In the records below, find the line that contains "Instruction: Describe the", then write out that line and each one after it exactly, up to and including the last.

Extracted data Start Marker

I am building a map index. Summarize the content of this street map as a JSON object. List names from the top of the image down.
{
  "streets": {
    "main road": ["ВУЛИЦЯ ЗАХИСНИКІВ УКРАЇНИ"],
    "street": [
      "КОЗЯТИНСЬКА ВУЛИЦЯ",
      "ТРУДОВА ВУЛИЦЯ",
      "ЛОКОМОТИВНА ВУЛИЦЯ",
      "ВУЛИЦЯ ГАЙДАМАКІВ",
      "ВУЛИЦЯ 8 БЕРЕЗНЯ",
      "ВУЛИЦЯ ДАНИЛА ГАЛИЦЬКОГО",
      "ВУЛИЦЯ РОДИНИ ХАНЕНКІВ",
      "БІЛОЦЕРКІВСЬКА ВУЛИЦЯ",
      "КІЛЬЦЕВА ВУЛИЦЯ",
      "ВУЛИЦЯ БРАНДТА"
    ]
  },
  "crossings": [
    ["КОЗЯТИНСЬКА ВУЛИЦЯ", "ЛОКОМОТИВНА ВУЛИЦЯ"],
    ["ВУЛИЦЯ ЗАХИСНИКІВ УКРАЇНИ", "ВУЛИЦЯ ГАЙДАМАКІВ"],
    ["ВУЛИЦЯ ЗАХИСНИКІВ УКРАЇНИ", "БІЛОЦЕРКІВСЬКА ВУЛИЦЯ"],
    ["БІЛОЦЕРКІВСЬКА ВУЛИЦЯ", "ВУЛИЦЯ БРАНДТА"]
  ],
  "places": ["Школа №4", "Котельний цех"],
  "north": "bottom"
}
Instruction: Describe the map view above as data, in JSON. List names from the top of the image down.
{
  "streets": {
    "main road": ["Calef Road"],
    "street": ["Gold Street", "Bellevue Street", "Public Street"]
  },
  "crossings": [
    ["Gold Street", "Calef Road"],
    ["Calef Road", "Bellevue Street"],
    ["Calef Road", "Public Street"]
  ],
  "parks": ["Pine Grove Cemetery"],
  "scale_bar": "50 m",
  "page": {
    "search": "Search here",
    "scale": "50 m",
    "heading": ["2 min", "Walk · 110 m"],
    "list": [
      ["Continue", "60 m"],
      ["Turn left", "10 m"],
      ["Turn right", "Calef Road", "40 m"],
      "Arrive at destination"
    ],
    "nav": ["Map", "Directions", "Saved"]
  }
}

Extracted data End Marker

▸ Your response:
Instruction: Describe the map view above as data, in JSON. List names from the top of the image down.
{
  "streets": {
    "main road": ["Calef Road"],
    "street": ["Gold Street", "Bellevue Street", "Public Street"]
  },
  "crossings": [
    ["Gold Street", "Calef Road"],
    ["Calef Road", "Bellevue Street"],
    ["Calef Road", "Public Street"]
  ],
  "parks": ["Pine Grove Cemetery"],
  "scale_bar": "50 m",
  "page": {
    "search": "Search here",
    "scale": "50 m",
    "heading": ["2 min", "Walk · 110 m"],
    "list": [
      ["Continue", "60 m"],
      ["Turn left", "10 m"],
      ["Turn right", "Calef Road", "40 m"],
      "Arrive at destination"
    ],
    "nav": ["Map", "Directions", "Saved"]
  }
}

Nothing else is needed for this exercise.